Work task:
Among the lines below, keep only those from the one containing "M1829 606 1836" through the one containing "M90 384 118 390 105 456 77 450Z", and reproduce them exactly.

___ Data ___

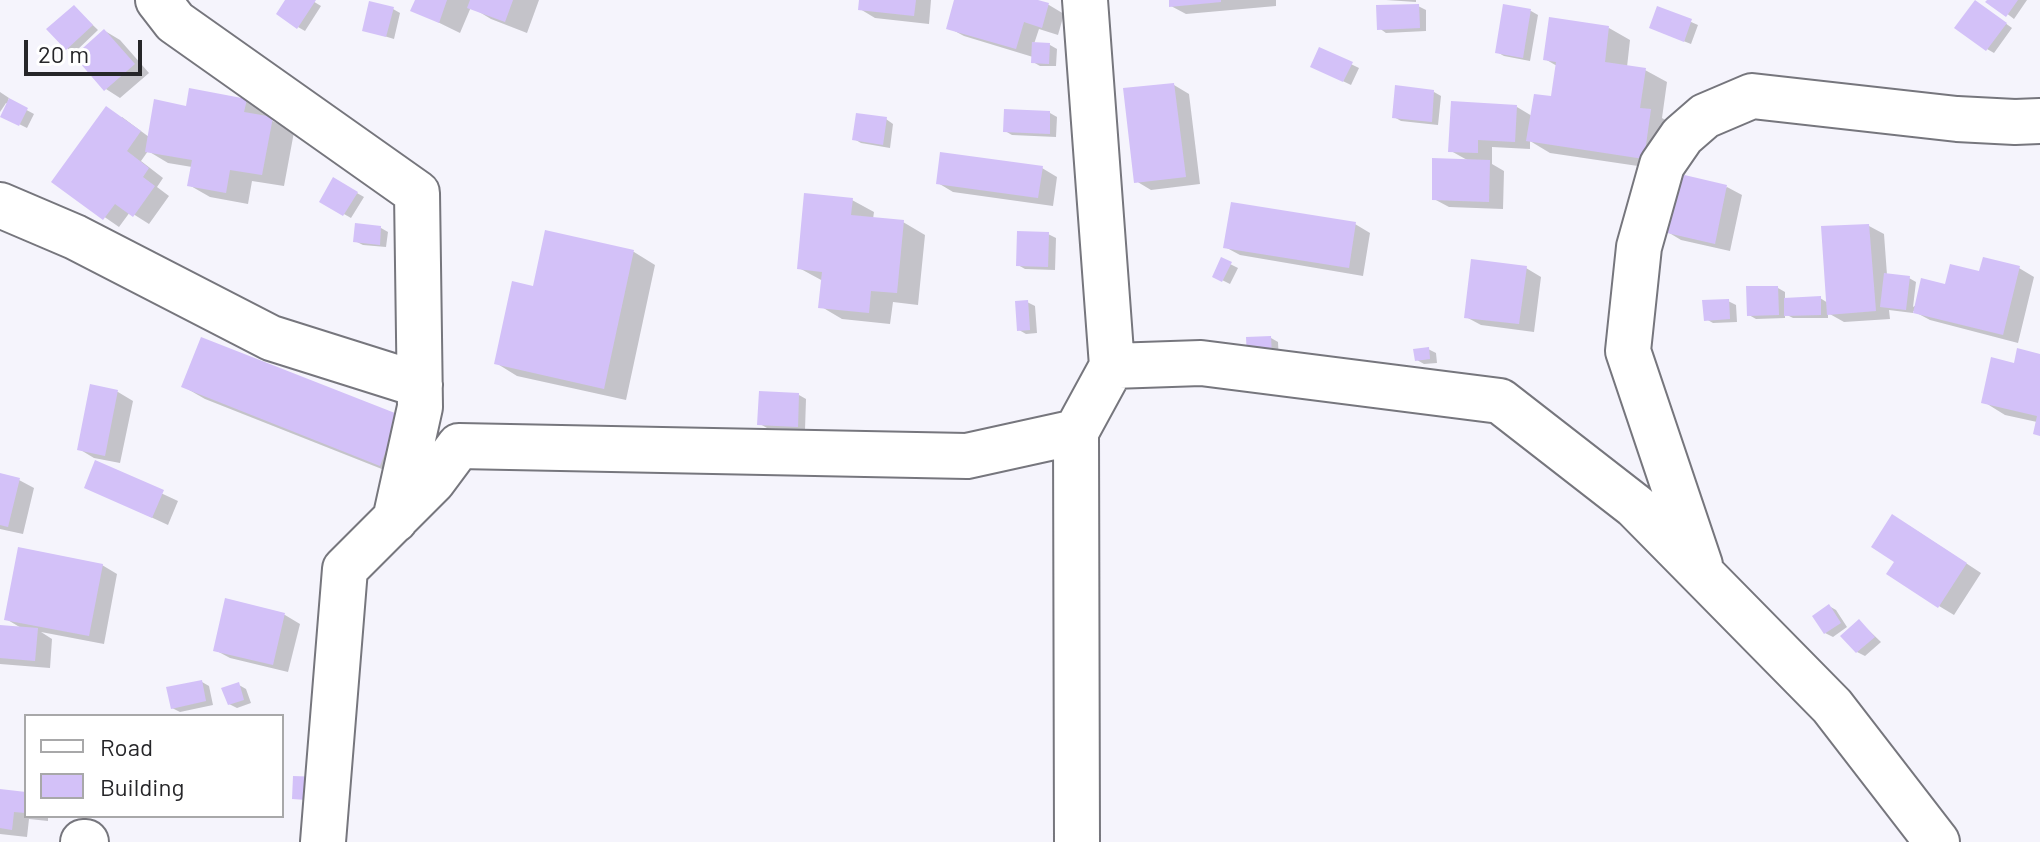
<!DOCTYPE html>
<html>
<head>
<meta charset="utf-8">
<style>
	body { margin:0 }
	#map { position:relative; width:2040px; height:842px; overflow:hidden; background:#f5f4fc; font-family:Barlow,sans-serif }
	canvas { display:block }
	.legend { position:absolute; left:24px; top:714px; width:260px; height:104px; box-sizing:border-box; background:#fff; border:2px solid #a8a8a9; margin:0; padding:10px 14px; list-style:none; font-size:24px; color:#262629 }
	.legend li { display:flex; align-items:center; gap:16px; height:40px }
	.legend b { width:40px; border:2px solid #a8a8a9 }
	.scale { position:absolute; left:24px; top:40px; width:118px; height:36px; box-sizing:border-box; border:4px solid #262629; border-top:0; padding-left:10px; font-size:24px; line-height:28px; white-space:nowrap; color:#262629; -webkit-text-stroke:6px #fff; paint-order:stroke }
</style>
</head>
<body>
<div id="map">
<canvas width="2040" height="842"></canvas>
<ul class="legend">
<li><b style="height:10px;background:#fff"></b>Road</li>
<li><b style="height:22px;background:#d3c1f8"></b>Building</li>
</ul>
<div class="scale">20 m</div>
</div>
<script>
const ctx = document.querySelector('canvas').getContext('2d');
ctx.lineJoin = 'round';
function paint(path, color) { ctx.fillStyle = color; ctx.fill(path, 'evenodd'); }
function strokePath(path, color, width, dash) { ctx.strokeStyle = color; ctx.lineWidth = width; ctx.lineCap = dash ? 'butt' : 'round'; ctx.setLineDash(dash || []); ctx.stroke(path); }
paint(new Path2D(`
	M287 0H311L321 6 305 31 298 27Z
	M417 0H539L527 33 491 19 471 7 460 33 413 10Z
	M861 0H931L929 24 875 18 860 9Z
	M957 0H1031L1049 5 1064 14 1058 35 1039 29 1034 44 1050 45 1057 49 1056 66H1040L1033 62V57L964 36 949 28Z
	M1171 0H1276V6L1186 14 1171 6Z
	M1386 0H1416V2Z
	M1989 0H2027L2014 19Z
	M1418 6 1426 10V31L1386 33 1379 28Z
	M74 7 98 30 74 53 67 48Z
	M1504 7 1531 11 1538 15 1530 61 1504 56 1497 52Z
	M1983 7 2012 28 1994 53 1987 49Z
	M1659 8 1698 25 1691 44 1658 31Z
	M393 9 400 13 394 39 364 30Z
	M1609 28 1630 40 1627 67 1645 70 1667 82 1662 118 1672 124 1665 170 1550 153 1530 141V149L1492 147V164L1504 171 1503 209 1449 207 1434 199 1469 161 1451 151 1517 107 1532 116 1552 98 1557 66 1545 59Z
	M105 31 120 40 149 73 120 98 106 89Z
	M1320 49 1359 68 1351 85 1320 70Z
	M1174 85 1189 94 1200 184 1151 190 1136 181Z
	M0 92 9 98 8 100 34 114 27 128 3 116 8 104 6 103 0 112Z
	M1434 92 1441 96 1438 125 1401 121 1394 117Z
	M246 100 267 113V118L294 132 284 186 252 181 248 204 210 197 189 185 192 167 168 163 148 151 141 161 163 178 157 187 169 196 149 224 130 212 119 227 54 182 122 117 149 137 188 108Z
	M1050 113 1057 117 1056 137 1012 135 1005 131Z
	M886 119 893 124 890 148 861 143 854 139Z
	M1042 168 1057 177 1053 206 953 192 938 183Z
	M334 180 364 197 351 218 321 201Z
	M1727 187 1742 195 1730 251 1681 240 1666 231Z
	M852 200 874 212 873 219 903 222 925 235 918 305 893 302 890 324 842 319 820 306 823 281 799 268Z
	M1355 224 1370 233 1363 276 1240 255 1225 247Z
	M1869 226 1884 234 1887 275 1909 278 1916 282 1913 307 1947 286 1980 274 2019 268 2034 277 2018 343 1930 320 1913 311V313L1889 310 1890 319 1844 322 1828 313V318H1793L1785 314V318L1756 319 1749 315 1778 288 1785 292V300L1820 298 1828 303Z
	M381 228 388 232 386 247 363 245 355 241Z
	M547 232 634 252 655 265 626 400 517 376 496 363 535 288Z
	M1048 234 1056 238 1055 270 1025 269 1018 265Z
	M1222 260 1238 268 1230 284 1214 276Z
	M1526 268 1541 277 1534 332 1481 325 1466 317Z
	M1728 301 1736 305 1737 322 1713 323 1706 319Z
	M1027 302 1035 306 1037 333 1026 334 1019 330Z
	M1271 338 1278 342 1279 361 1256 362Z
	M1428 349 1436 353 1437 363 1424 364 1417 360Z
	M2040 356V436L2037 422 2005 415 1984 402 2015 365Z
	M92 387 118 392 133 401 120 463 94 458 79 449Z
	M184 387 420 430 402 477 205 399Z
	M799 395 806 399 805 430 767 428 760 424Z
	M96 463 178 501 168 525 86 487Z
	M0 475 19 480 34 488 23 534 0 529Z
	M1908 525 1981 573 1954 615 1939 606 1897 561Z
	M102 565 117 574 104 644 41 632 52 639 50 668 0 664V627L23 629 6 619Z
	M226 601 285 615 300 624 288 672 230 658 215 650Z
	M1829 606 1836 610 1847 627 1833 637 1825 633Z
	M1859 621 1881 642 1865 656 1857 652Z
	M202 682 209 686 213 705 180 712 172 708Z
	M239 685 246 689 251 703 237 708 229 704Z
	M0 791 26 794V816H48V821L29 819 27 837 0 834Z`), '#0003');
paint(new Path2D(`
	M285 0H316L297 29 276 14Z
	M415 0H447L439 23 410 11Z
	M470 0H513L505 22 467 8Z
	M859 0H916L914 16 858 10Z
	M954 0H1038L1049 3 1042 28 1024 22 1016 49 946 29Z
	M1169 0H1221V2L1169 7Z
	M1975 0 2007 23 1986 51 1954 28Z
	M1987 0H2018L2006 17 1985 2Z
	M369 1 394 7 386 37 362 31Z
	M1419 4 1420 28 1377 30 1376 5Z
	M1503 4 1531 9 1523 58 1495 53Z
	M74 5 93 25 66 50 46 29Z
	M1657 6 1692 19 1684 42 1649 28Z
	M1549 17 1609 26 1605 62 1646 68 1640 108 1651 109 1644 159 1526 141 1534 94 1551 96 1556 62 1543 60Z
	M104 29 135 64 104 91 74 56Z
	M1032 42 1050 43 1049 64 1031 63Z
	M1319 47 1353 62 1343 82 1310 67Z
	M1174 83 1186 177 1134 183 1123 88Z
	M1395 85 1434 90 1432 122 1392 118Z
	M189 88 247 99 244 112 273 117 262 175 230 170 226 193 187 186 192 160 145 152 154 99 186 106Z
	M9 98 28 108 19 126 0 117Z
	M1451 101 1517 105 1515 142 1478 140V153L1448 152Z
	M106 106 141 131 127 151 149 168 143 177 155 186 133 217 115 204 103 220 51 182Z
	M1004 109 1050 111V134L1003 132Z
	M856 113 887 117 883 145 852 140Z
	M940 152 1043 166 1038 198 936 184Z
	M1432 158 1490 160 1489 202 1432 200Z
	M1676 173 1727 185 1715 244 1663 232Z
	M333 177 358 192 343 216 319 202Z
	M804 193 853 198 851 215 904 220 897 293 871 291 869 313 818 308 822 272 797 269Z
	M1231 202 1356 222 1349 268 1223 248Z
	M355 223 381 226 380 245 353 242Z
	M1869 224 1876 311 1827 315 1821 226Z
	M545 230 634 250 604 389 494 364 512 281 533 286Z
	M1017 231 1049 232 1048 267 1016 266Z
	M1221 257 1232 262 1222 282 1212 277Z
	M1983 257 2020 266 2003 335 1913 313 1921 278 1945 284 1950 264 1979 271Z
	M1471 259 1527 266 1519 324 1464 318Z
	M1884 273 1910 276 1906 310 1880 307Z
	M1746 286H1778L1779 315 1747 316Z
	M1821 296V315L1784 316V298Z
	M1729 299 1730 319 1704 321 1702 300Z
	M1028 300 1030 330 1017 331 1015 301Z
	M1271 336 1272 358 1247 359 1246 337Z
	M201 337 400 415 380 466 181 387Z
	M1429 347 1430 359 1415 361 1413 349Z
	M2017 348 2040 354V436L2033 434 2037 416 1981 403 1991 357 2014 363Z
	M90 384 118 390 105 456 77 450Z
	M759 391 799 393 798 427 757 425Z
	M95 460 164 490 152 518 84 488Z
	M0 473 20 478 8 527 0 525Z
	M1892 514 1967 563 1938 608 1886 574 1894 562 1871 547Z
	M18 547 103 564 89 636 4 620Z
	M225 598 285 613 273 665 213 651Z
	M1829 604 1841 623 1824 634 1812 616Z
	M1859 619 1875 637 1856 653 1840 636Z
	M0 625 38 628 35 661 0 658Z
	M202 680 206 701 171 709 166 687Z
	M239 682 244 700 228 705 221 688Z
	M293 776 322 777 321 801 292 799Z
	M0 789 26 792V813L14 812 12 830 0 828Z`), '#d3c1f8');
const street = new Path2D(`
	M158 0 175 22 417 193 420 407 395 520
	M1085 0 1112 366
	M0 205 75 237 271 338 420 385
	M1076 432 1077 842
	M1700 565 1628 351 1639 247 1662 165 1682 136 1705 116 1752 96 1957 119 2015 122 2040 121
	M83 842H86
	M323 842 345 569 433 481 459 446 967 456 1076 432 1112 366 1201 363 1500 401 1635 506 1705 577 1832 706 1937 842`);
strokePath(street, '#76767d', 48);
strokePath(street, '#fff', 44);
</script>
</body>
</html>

___

Reply to the exercise:
	M1829 606 1836 610 1847 627 1833 637 1825 633Z
	M1859 621 1881 642 1865 656 1857 652Z
	M202 682 209 686 213 705 180 712 172 708Z
	M239 685 246 689 251 703 237 708 229 704Z
	M0 791 26 794V816H48V821L29 819 27 837 0 834Z`), '#0003');
paint(new Path2D(`
	M285 0H316L297 29 276 14Z
	M415 0H447L439 23 410 11Z
	M470 0H513L505 22 467 8Z
	M859 0H916L914 16 858 10Z
	M954 0H1038L1049 3 1042 28 1024 22 1016 49 946 29Z
	M1169 0H1221V2L1169 7Z
	M1975 0 2007 23 1986 51 1954 28Z
	M1987 0H2018L2006 17 1985 2Z
	M369 1 394 7 386 37 362 31Z
	M1419 4 1420 28 1377 30 1376 5Z
	M1503 4 1531 9 1523 58 1495 53Z
	M74 5 93 25 66 50 46 29Z
	M1657 6 1692 19 1684 42 1649 28Z
	M1549 17 1609 26 1605 62 1646 68 1640 108 1651 109 1644 159 1526 141 1534 94 1551 96 1556 62 1543 60Z
	M104 29 135 64 104 91 74 56Z
	M1032 42 1050 43 1049 64 1031 63Z
	M1319 47 1353 62 1343 82 1310 67Z
	M1174 83 1186 177 1134 183 1123 88Z
	M1395 85 1434 90 1432 122 1392 118Z
	M189 88 247 99 244 112 273 117 262 175 230 170 226 193 187 186 192 160 145 152 154 99 186 106Z
	M9 98 28 108 19 126 0 117Z
	M1451 101 1517 105 1515 142 1478 140V153L1448 152Z
	M106 106 141 131 127 151 149 168 143 177 155 186 133 217 115 204 103 220 51 182Z
	M1004 109 1050 111V134L1003 132Z
	M856 113 887 117 883 145 852 140Z
	M940 152 1043 166 1038 198 936 184Z
	M1432 158 1490 160 1489 202 1432 200Z
	M1676 173 1727 185 1715 244 1663 232Z
	M333 177 358 192 343 216 319 202Z
	M804 193 853 198 851 215 904 220 897 293 871 291 869 313 818 308 822 272 797 269Z
	M1231 202 1356 222 1349 268 1223 248Z
	M355 223 381 226 380 245 353 242Z
	M1869 224 1876 311 1827 315 1821 226Z
	M545 230 634 250 604 389 494 364 512 281 533 286Z
	M1017 231 1049 232 1048 267 1016 266Z
	M1221 257 1232 262 1222 282 1212 277Z
	M1983 257 2020 266 2003 335 1913 313 1921 278 1945 284 1950 264 1979 271Z
	M1471 259 1527 266 1519 324 1464 318Z
	M1884 273 1910 276 1906 310 1880 307Z
	M1746 286H1778L1779 315 1747 316Z
	M1821 296V315L1784 316V298Z
	M1729 299 1730 319 1704 321 1702 300Z
	M1028 300 1030 330 1017 331 1015 301Z
	M1271 336 1272 358 1247 359 1246 337Z
	M201 337 400 415 380 466 181 387Z
	M1429 347 1430 359 1415 361 1413 349Z
	M2017 348 2040 354V436L2033 434 2037 416 1981 403 1991 357 2014 363Z
	M90 384 118 390 105 456 77 450Z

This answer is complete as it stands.